Jon Alterman: It feels like there are contradictory instincts. One is “we're tired of what we're doing.” A second is “there's really no alternative to what we're doing.” As you said, it's a lot of young people engaged in the war. A lot of your students and former students who are in the middle of all of this. What is the mood on campus among these young people? Is it different from what we hear about the Israeli public at large? 

Jonathan Rynhold: Israeli campuses tend to be much quieter places than American campuses politically and a large part of that is because Israelis study later. They've been in the army for two, two and a half, or three years. Perhaps even more interesting is that in the last decade or so the number of Arab students at my university has gone up from about 1 percent to about 14 percent. You hear a lot of Arabic; you see two women speaking Arabic between them. One with a head covering and one without. Yet, it's very quiet on our campus. There is no palpable tension. The university president says he keeps quiet about it because he knows that if he was to say something positive, someone would make sure that the atmosphere suddenly became a lot nastier. 
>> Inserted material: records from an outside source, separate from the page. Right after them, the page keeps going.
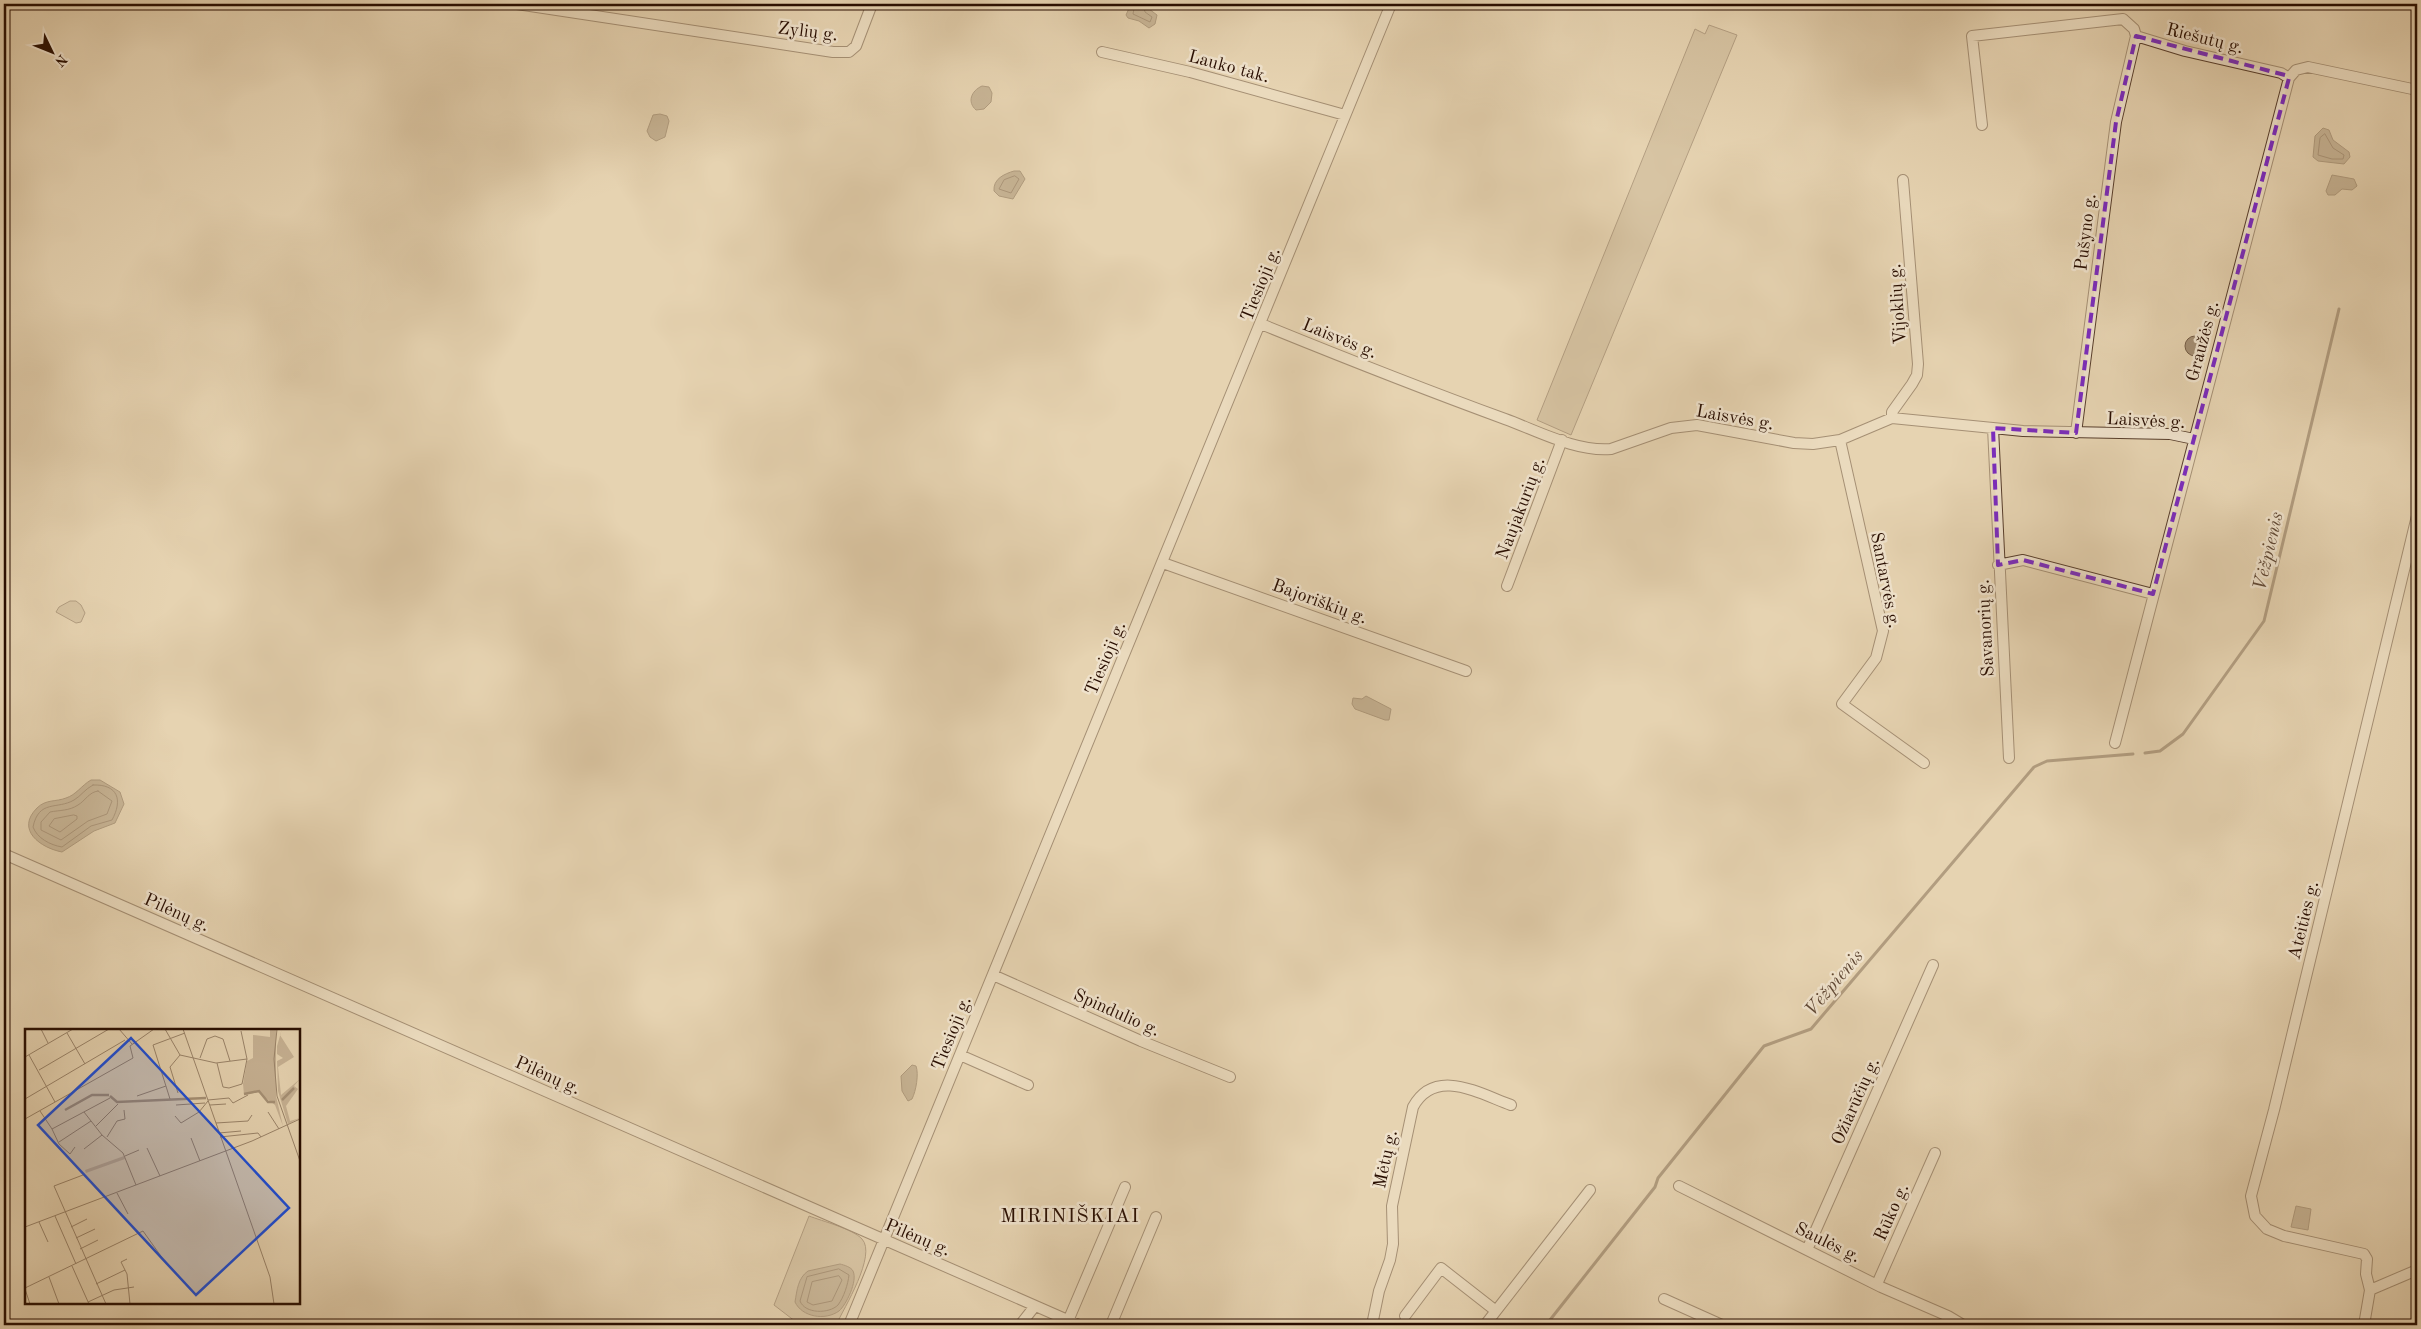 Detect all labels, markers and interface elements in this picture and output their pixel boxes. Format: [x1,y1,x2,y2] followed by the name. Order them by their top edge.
[777,19,839,45] street label: Zylių g.
[2164,21,2245,57] street label: Riešutų g.
[28,28,78,78] north arrow
[1186,47,1271,86] street label: Lauko tak.
[52,51,70,69] text: N
[2072,192,2100,272] street label: Pušyno g.
[1238,245,1284,324] street label: Tiesioji g.
[1886,263,1910,345] street label: Vijoklių g.
[2184,299,2222,384] street label: Graužės g.
[1300,316,1380,362] street label: Laisvės g.
[1694,402,1775,434] street label: Laisvės g.
[2106,410,2186,432] street label: Laisvės g.
[1493,455,1549,562] street label: Naujakurių g.
[2251,510,2288,593] water label: Vėžpienis
[1867,531,1903,630] street label: Santarvės g.
[1270,576,1370,627] street label: Bajoriškių g.
[1974,579,1998,677] street label: Savanorių g.
[1082,619,1129,698] street label: Tiesioji g.
[2286,879,2322,961] street label: Ateities g.
[141,891,212,935] street label: Pilėnų g.
[1802,947,1868,1020] water label: Vėžpienis
[1071,986,1163,1040] street label: Spindulio g.
[929,994,975,1073] street label: Tiesioji g.
[25,1029,300,1304] inset map
[512,1054,583,1098] street label: Pilėnų g.
[1829,1055,1883,1148] street label: Ožiarūčių g.
[1371,1128,1401,1190] street label: Mėtų g.
[1871,1181,1912,1244] street label: Rūko g.
[1000,1203,1140,1227] district label: MIRINIŠKIAI
[882,1216,953,1260] street label: Pilėnų g.
[1792,1219,1863,1266] street label: Saulės g.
It's not that we don't know that in the background there are a lot of stresses. At the beginning of the war, Arab students didn't always turn up to class. I think they were concerned about the response. But now they do. It can be a difficult thing to navigate, particularly in the politics department. I have to say however, so far, it's been very impressive. I think the students who are fighting are mainly wrapped up in either fighting, or making sure that they get the allowances that they need in order to pass the exam. But it's all really very practical.

Jon Alterman: Getting back to the broader climate in Israel, it seems to me from where I sit that there's very little reporting in the Hebrew language press about the humanitarian conditions in Gaza, which is a real difference from both the international Israeli press, which is in English, and international newspapers, like the Washington Post, New York Times, and others. Is it accurate that the Hebrew language press really isn't covering issues of civilian conditions in Gaza? Is it changing? What other kinds of sources are Israelis plugging into, or does it just not matter? 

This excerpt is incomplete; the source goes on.